# I'm looking for a great carrier--any suggestions?



## nikki&paris (May 30, 2005)

I've been looking at all kinds of carriers on Ebay. Anyone have one that they love? How about one they don't care for? I can't wait to get Paris and a carrier and take her everywhere we go.

Thanks.


----------



## Armando... (Apr 18, 2005)

This are the ones I go tfor my girls...

http://search.store.yahoo.com/cgi-b...0hc0d3ef4hb0/o&s=58.TmlY_alNJnd2uG.EbSbVj.G8-

http://store.ruffn-it.com/orurtr.html

There are lots of carriers on this websites too

http://www.puchibag.com/
http://www.pamperedpuppy.com/shopping/carriers/index.php
http://www.myspoiledpup.shoppingcartsplus.com/page/page/1264817.htm
http://store.ruffn-it.com/petote.html
http://www.the-pamperedpooch.com/page/page/1016048.htm
http://www.healdsburgdoghouse.com/carriers1.html
http://www.sundaycolors.com/category/petcarriers/
http://www.quintessentialpet.com/subcats/Small+Dog+Carrier+Collection.asp
http://www.theritzyrover.com/storefront/enter.html?target=p_1915.html&lang=en-us
http://www.handsnpaws.com/category/carriers/
http://www.catsplay.com/carriers.php3

And this is my favorite...but it is way to expensive...
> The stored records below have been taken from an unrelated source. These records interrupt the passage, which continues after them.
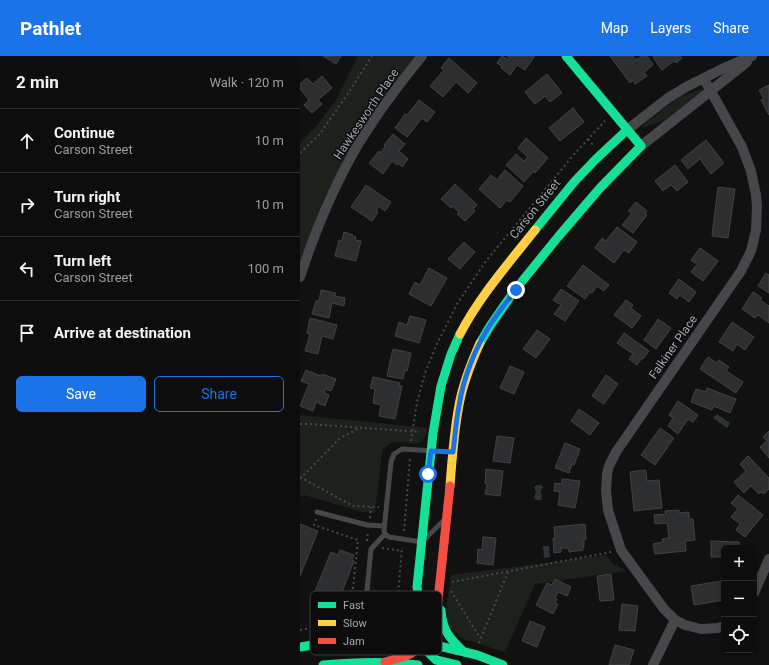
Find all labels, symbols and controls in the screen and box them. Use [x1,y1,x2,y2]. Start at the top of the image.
text: Pathlet [20,17,81,40]
text: Map [601,20,628,36]
text: Layers [650,20,691,36]
text: Share [713,20,749,36]
street label: Hawkesworth Place [331,66,401,162]
text: 2 min [16,72,59,92]
text: Walk · 120 m [209,75,284,90]
text: Continue [54,124,115,142]
icon: ahead [16,130,38,152]
text: 10 m [255,133,284,148]
text: Carson Street [54,142,133,157]
street label: Carson Street [507,176,563,242]
text: Turn right [54,188,120,206]
icon: right [16,194,38,216]
text: 10 m [255,197,284,212]
text: Carson Street [54,206,133,221]
text: Turn left [54,252,111,270]
icon: left [16,258,38,280]
text: 100 m [247,261,284,276]
text: Carson Street [54,270,133,285]
route end [507,281,525,299]
street label: Falkiner Place [646,312,700,382]
icon: arrive [16,322,38,344]
text: Arrive at destination [54,324,191,342]
button: Save [16,376,146,412]
button: Share [154,376,284,412]
route start [419,465,437,483]
map controls [721,545,757,653]
button: + [721,545,757,581]
button: − [721,581,757,617]
legend [310,591,442,655]
text: Fast [343,599,365,612]
text: Slow [343,617,367,630]
button: locate [721,617,757,653]
text: Jam [343,635,365,648]

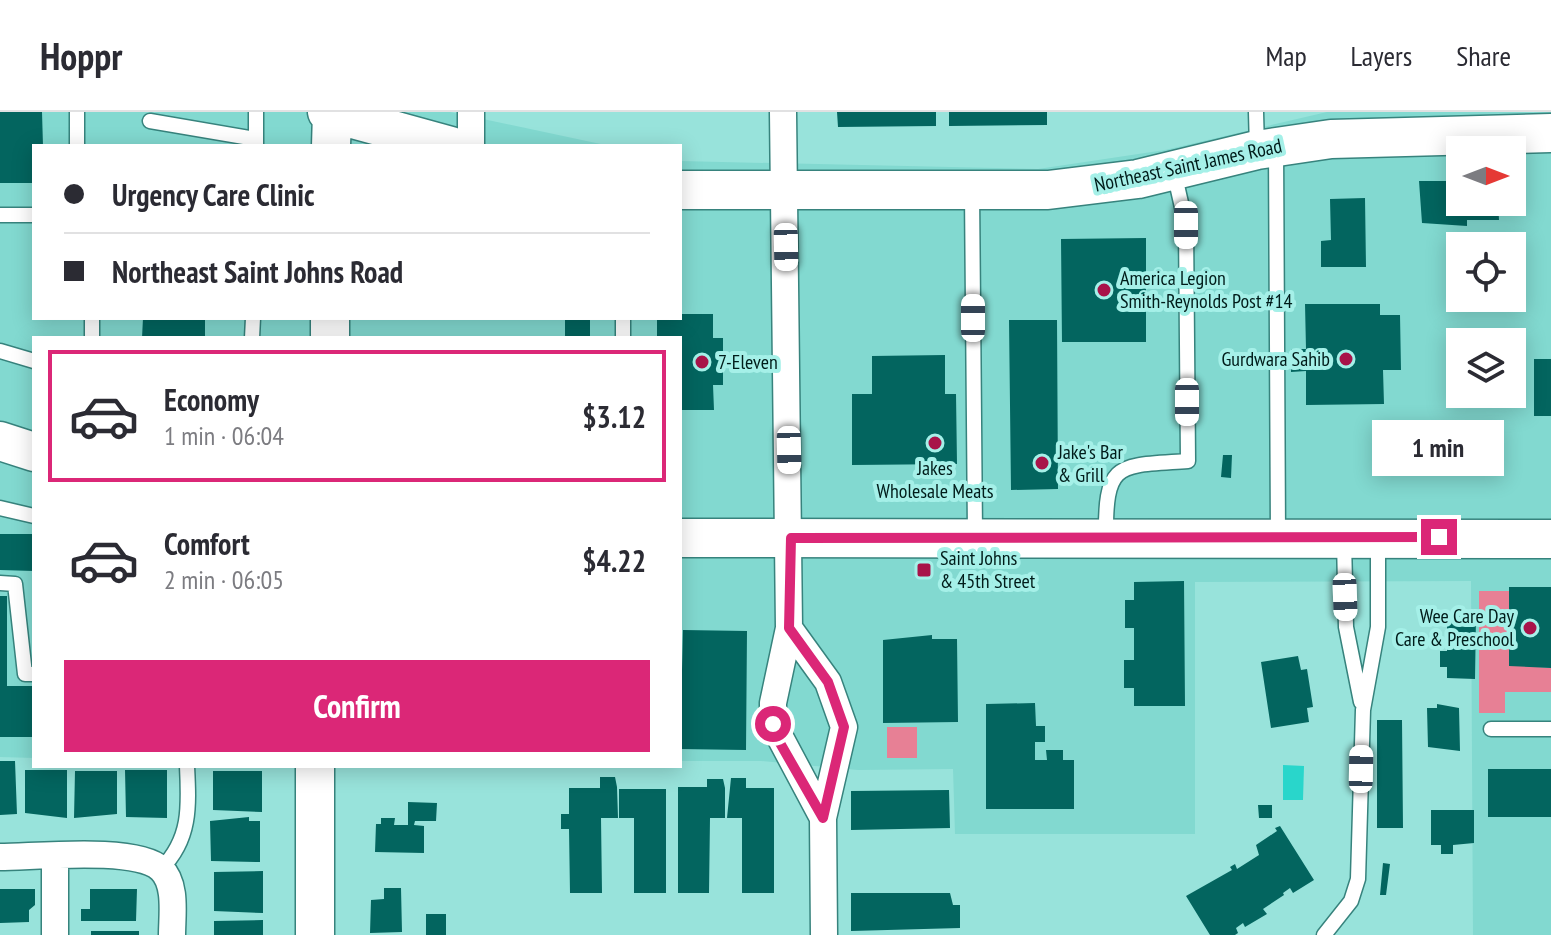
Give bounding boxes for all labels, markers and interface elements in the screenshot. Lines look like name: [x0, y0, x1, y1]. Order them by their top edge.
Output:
text: Hoppr: [40, 31, 122, 80]
text: Map: [1265, 37, 1307, 74]
text: Layers: [1351, 37, 1412, 74]
text: Share: [1456, 37, 1511, 74]
street label: Northeast Saint James Road: [1092, 132, 1284, 198]
north arrow: [1446, 136, 1526, 216]
map controls: [1446, 136, 1526, 408]
text: Urgency Care Clinic: [112, 175, 315, 214]
car: [1174, 201, 1198, 249]
car: [774, 223, 798, 271]
button: locate: [1446, 232, 1526, 312]
text: Northeast Saint Johns Road: [112, 252, 403, 291]
place label: America Legion Smith-Reynolds Post #14: [1120, 265, 1293, 314]
marker: America Legion Smith-Reynolds Post #14: [1095, 281, 1113, 299]
car: [961, 294, 985, 342]
button: layers: [1446, 328, 1526, 408]
place label: Gurdwara Sahib: [1221, 346, 1330, 372]
place label: 7-Eleven: [718, 349, 778, 375]
marker: Gurdwara Sahib: [1337, 350, 1355, 368]
marker: 7-Eleven: [693, 353, 711, 371]
car: [1175, 378, 1199, 426]
icon: car: [68, 380, 140, 452]
text: Economy: [164, 380, 259, 419]
text: $3.12: [582, 397, 646, 436]
text: 1 min · 06:04: [164, 419, 284, 452]
callout: 1 min: [1373, 421, 1505, 477]
car: [777, 426, 801, 474]
text: 1 min: [1412, 431, 1464, 464]
marker: Jakes Wholesale Meats: [926, 434, 944, 452]
place label: Jake's Bar & Grill: [1057, 439, 1123, 488]
marker: Jake's Bar & Grill: [1033, 454, 1051, 472]
place label: Jakes Wholesale Meats: [877, 455, 994, 504]
route end: [1421, 519, 1457, 555]
icon: car: [68, 524, 140, 596]
text: Comfort: [164, 524, 250, 563]
text: $4.22: [582, 541, 646, 580]
place label: Saint Johns & 45th Street: [940, 545, 1036, 594]
marker: Saint Johns & 45th Street: [915, 561, 933, 579]
text: 2 min · 06:05: [164, 563, 284, 596]
car: [1332, 573, 1358, 621]
place label: Wee Care Day Care & Preschool: [1395, 603, 1514, 652]
marker: Wee Care Day Care & Preschool: [1521, 619, 1539, 637]
button: Confirm: [64, 660, 650, 752]
route start: [755, 706, 791, 742]
car: [1349, 745, 1373, 793]

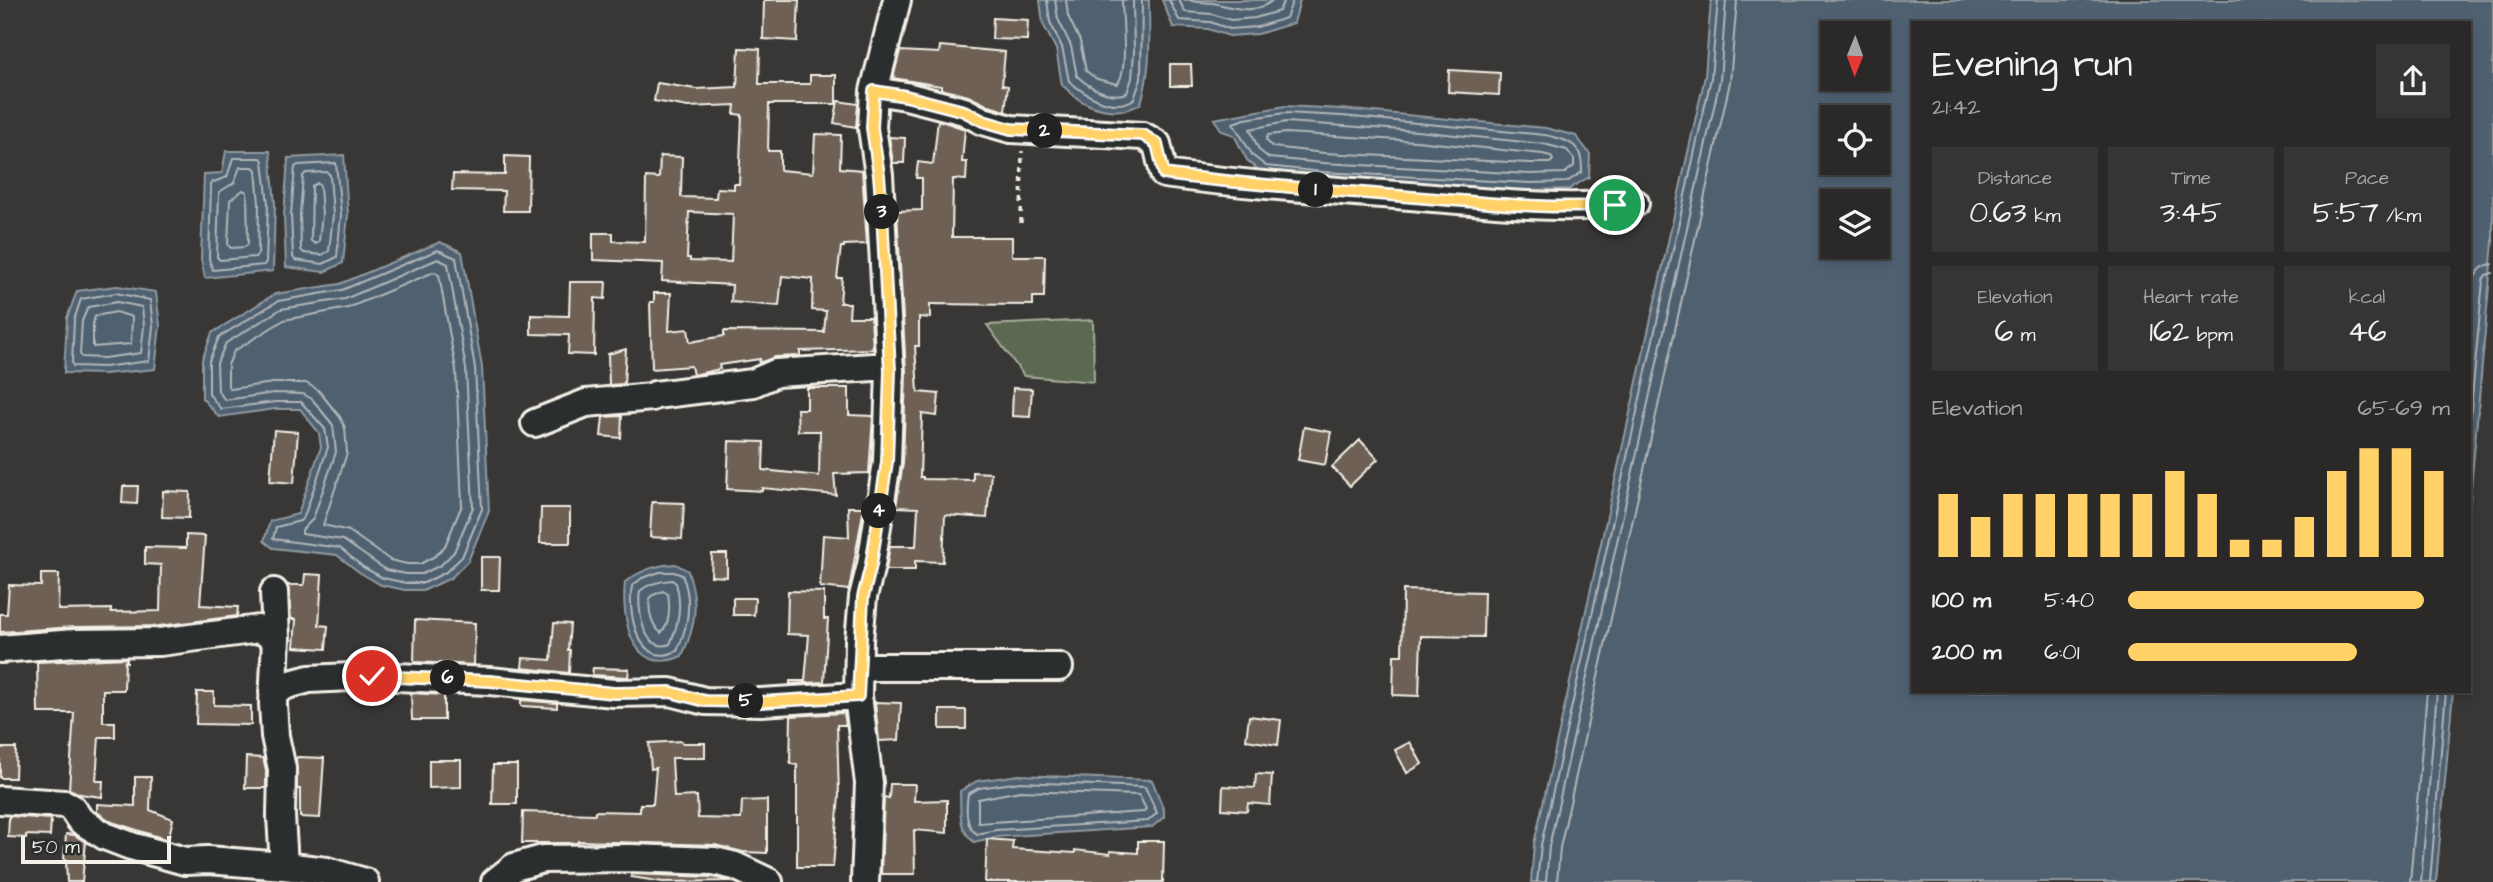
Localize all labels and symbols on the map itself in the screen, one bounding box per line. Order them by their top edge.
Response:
north arrow [1820,21,1890,91]
pin: 2 [1028,114,1062,148]
pin: 1 [1298,172,1334,208]
pin [1585,175,1645,235]
pin: 3 [864,194,900,230]
pin: 4 [862,494,896,528]
pin [342,646,402,706]
pin: 6 [430,660,466,696]
pin: 5 [728,684,764,718]
scale bar [21,833,172,865]

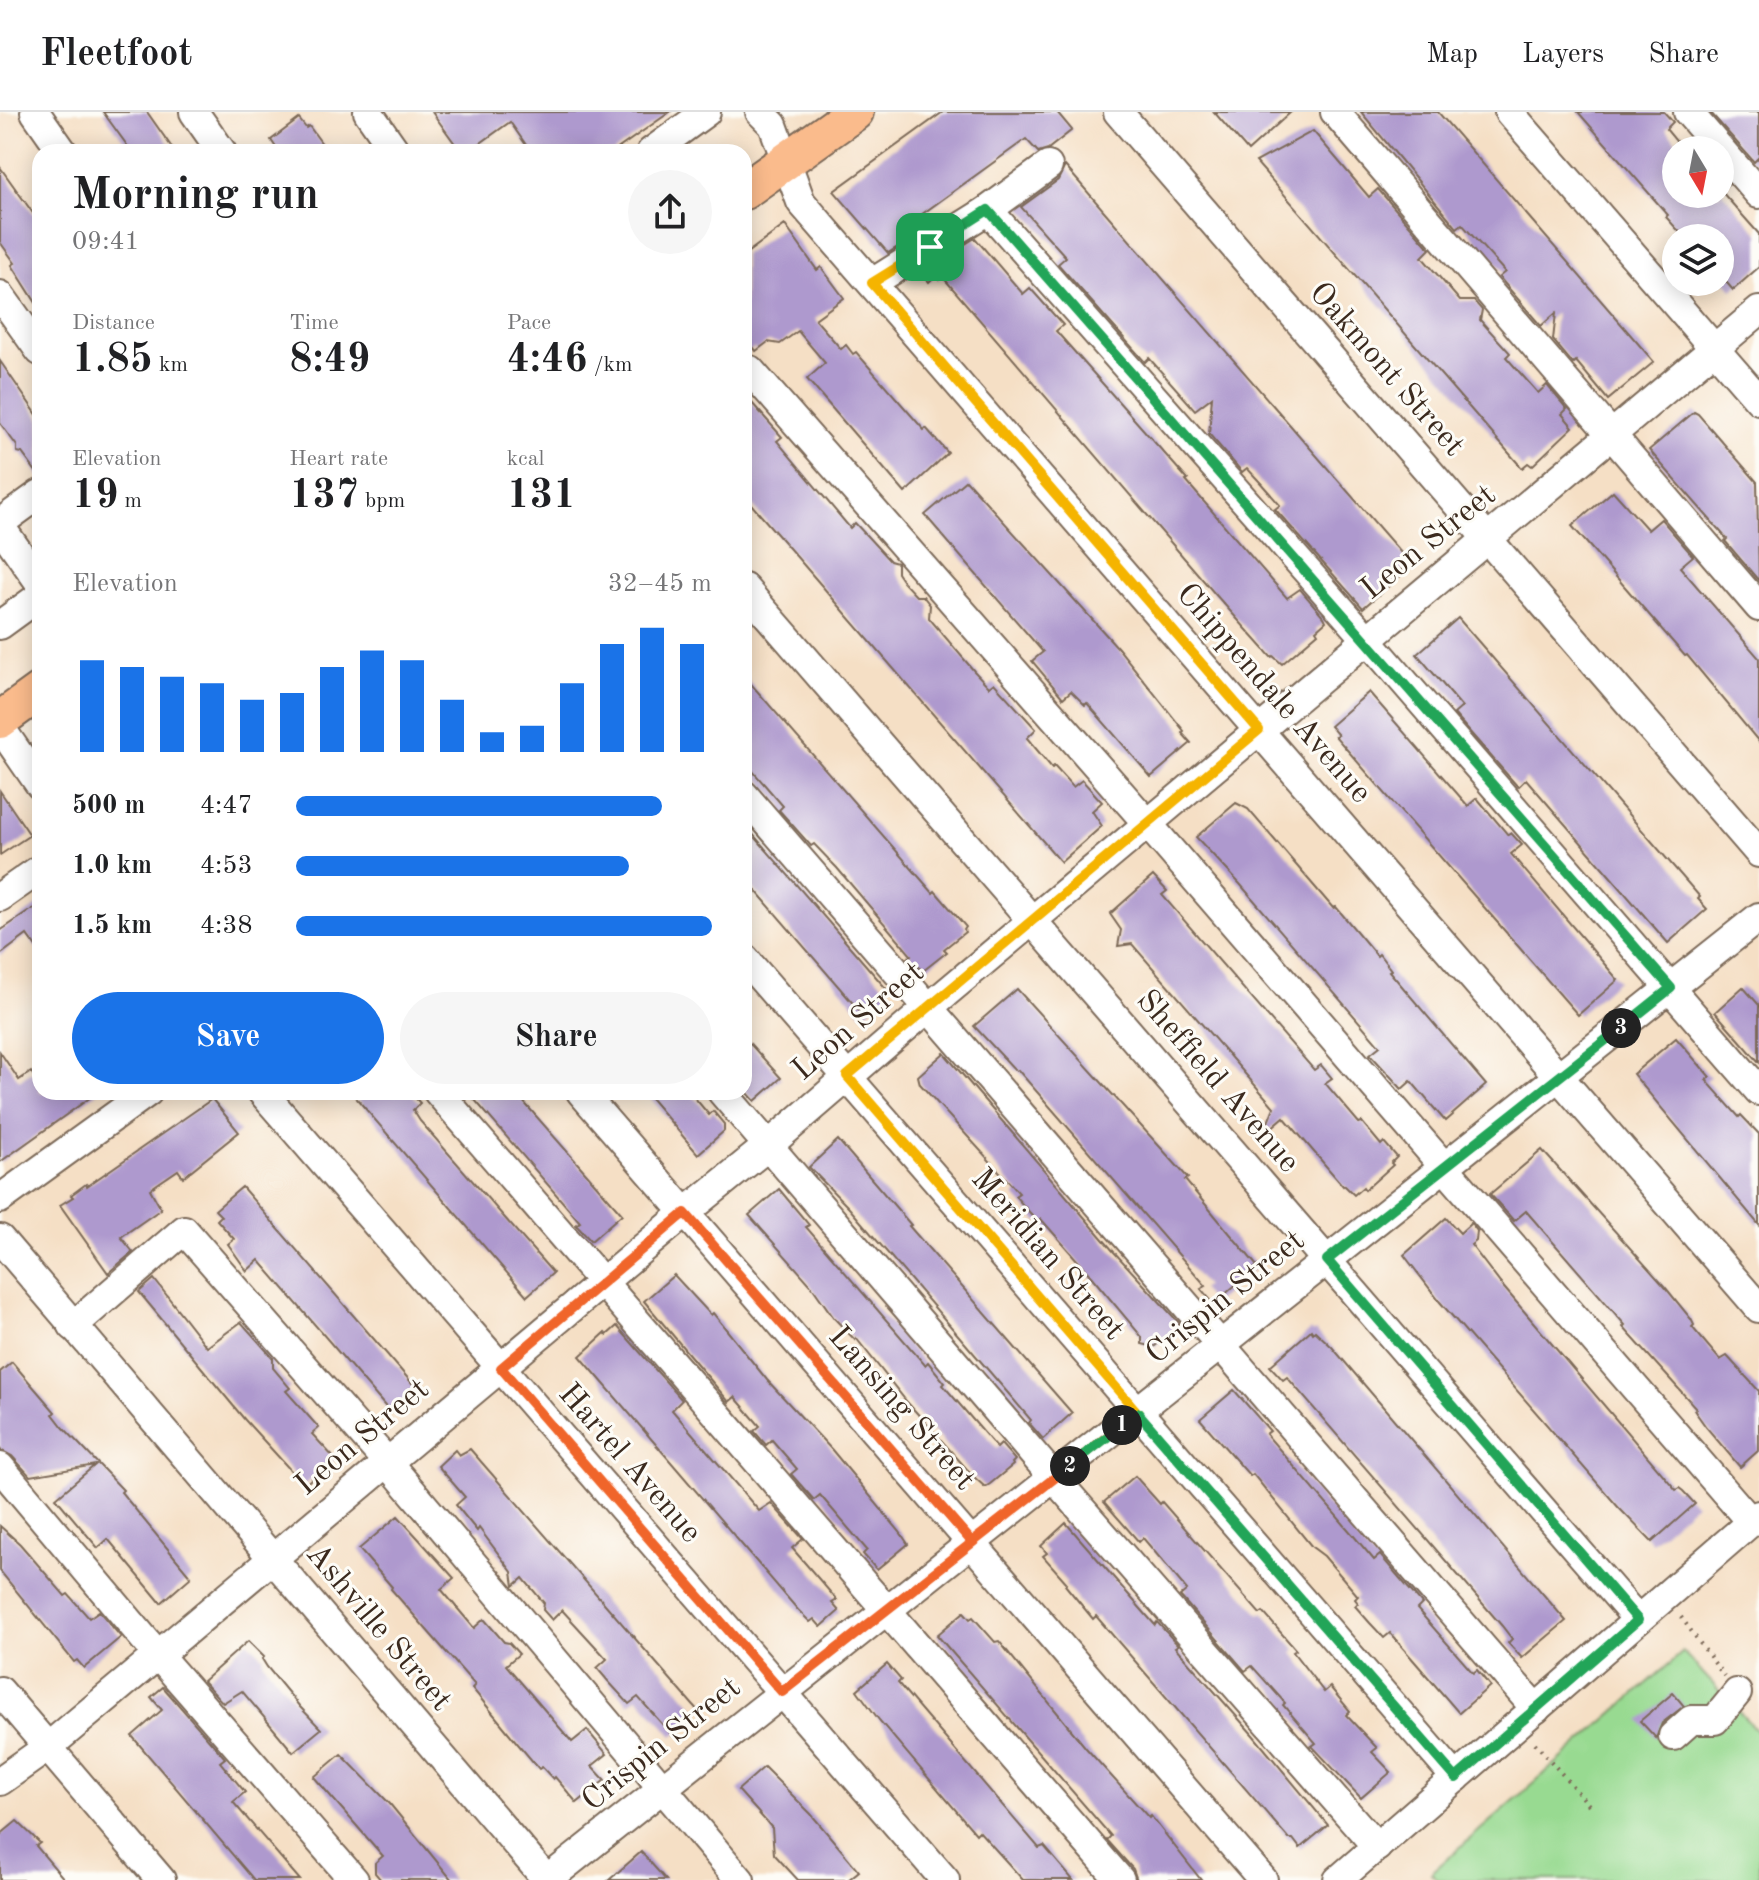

http://www.catsplay.com/ccsling_sand.php3


----------



## chihuahua-lady (Apr 13, 2005)

i think the best carrier is the louis vuitton one its quite roomy where as some are way to small iv just brought mine a gucci one am stil waiting for it to arrive though that was from e bay


----------



## stefania (Apr 16, 2005)

Nice carriers,tho a bit pricey


----------



## luv4mygirls (Feb 20, 2005)

thanks for thos armando! i'm looking for a "specific" type carrier and i found a few that i really liked on those sites.


----------



## nikki&paris (May 30, 2005)

Thanks Armando!!  Lots of great carriers to choose from.


----------



## Armando... (Apr 18, 2005)

you r welcome... :wave: 

and I know they r pricey...but sometimes, I just like looking at them...even if i know i cant afford them... :wink: 

Luv4mygirls ( i haven't asked ur name, that's why I call by ur nick...i think it's Mandy, but I am not sure, so I didn't want to make a mistake) which r the ones u like?


----------



## luv4mygirls (Feb 20, 2005)

Armando... said:


> you r welcome... :wave:
> 
> and I know they r pricey...but sometimes, I just like looking at them...even if i know i cant afford them... :wink:
> 
> Luv4mygirls ( i haven't asked ur name, that's why I call by ur nick...i think it's Mandy, but I am not sure, so I didn't want to make a mistake) which r the ones u like?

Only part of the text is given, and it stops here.